Хозяин мастерской поднял на него усталые, чуть навыкате, проницательные глаза.

– А, мистер Фергюсон и мистер Брук, – он вставил в глаз монокль и снова вернулся к часам.

– Мы пришли, – начал мистер Фергюсон, – по важному делу, касающемуся вас, вашей супруги и одной из ваших дочерей.

– Взгляните, – произнес мистер Блейк, – на этот маятник. Они использовали вместо меди какой-то дрянной сплав. – Он провел рукой по красивой седой шевелюре и вышел из-за прилавка. – Что значит дешево. Никогда не покупайте дешевых часов.

– Мои были подарены мне отцом на совершеннолетие, – сказал мистер Фергюсон, занимавший своим крупным телом треть мастерской. – С тех пор они меня ни разу не подвели. Я сделал точно такой же подарок моему сыну – правда, Брук? Гораздо выгоднее покупать вещи отличного качества. Но сейчас меня интересует другое, а именно…

Мистеру Фергюсону не удалось закончить фразу: даже его зычный голос утонул в бое двадцати семи часов одновременно. Он, еле сдерживая нетерпение, подождал, пока они отыграют. Мистер Блейк внимал бою с заинтересованным, но критическим выражением лица. Под конец он понимающе кивнул.

– Как я уже сказал, – продолжал мистер Фергюсон, но был вынужден снова умолкнуть, так как двое часов на полминуты опоздали и только сейчас затянули свою песню. Энтузиазма мистера Блейка как не бывало. Все время, пока они били, он хмурился и цокал языком. Не успел мистер Фергюсон набрать в легкие побольше воздуху, чтобы продолжить разговор, как хозяин мастерской отошел к провинившимся механизмам.

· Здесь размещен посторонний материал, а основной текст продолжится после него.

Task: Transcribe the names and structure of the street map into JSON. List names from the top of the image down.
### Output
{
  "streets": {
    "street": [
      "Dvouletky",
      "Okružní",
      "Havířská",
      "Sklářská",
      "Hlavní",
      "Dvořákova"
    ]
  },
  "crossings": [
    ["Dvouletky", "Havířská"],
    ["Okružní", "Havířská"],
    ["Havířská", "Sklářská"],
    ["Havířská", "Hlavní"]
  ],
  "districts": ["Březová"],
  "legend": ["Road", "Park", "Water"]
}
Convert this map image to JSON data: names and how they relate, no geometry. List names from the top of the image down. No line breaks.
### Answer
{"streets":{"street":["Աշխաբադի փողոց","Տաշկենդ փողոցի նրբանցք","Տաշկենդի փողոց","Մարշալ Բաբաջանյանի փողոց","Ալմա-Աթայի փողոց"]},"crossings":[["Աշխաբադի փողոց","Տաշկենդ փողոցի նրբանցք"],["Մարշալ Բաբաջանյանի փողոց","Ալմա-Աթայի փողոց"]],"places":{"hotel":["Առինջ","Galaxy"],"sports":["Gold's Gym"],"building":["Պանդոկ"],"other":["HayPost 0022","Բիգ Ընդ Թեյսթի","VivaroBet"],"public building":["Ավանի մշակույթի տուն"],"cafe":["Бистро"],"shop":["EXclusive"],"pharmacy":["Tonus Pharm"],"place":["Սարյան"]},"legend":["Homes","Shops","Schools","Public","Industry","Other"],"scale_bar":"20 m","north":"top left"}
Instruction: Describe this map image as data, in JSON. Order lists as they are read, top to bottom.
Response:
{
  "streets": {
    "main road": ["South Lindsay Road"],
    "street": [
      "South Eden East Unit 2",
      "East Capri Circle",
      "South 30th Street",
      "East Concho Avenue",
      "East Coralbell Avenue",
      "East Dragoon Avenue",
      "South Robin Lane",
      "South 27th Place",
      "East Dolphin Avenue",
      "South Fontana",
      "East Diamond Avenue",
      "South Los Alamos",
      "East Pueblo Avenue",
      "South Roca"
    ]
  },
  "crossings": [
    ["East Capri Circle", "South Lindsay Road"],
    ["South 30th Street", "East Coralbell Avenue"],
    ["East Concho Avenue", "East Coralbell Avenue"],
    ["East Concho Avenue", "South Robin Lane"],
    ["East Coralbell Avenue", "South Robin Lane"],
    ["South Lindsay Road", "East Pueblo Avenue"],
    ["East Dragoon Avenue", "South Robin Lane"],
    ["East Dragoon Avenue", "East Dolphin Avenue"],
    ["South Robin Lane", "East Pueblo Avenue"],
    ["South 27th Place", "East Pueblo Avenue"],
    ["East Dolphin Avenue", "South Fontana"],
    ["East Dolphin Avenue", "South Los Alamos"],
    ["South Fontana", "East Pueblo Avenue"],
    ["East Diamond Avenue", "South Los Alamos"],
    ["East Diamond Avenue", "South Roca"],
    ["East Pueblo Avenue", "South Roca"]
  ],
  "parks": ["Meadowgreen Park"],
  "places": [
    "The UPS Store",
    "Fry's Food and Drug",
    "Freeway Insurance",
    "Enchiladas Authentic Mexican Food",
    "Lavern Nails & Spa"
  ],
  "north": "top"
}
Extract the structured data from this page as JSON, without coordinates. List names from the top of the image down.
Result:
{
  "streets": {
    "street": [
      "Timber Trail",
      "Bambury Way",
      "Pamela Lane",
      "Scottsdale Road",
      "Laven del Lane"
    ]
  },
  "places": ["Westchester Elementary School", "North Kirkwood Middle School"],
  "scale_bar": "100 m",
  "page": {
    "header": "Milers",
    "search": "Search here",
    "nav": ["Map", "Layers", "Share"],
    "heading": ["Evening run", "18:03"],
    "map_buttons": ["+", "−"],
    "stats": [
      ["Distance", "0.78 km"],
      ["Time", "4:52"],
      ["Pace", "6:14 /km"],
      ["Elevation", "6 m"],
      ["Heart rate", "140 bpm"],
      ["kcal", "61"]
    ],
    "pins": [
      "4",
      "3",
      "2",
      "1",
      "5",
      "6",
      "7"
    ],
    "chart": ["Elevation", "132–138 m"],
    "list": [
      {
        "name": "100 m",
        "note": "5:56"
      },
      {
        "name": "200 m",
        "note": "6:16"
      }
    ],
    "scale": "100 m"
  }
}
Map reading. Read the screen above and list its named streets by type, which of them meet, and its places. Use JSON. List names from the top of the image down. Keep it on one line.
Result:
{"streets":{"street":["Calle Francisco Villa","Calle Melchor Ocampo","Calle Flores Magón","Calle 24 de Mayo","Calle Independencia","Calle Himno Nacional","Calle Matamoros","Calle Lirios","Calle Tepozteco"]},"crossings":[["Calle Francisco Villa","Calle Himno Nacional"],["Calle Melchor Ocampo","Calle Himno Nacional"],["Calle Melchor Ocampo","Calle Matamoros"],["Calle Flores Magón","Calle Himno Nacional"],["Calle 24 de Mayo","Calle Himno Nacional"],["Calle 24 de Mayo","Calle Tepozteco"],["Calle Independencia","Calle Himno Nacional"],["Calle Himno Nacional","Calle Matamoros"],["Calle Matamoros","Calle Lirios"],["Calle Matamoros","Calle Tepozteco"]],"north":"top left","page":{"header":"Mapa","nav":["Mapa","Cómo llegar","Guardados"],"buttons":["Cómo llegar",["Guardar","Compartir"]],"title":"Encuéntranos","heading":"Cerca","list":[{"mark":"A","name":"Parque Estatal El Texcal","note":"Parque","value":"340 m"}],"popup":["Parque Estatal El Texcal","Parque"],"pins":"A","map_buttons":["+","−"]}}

– Это "Луи-Квинз". И, разумеется, работа Хэндворта. Никуда не годится. Все дело в маятнике… Так вы хотели видеть мою жену?

– И вас, мистер Блейк.

Тот достал из кармана прекрасный хронометр и посмотрел на циферблат.

– Выходит, вы пришли не ради часов?

– Нет.

– Ну что ж… Правда, мне еще рано закрывать мастерскую. Сейчас попрошу Тедди меня заменить.

В цоколе размещалась темноватая кухонька, но в первый же год после свадьбы, до того, как дети один за другим начали сходить с конвейера, Джон Джеймс Блейк пристроил еще одну кухню – на уровне первого этажа. Она стала местом, где происходило все самое важное. Члены семьи постоянно сменяли друг друга: одни приходили, другие уходили, и только миссис Блейк неизменно пребывала здесь: стряпала, раскладывала по тарелкам еду, мыла посуду, одевала и кормила детей; отсюда она отправляла их в школу и на работу и здесь встречала после трудов праведных.

В этот вечер на кухне вместе с матерью находились только Эмма и трое малышей. Энн с Сарой наверху играли в четыре руки на фортепьяно из розового дерева, а Эстер, Тедди и Корделия, отужинав, отправились на огород копать картофель и собирать горох. Сама миссис Блейк без устали работала и умела отлично организовать время своих детей так, чтобы они постоянно были заняты. Завидев, что кто-то сидит без дела, она моментально что-нибудь придумывала.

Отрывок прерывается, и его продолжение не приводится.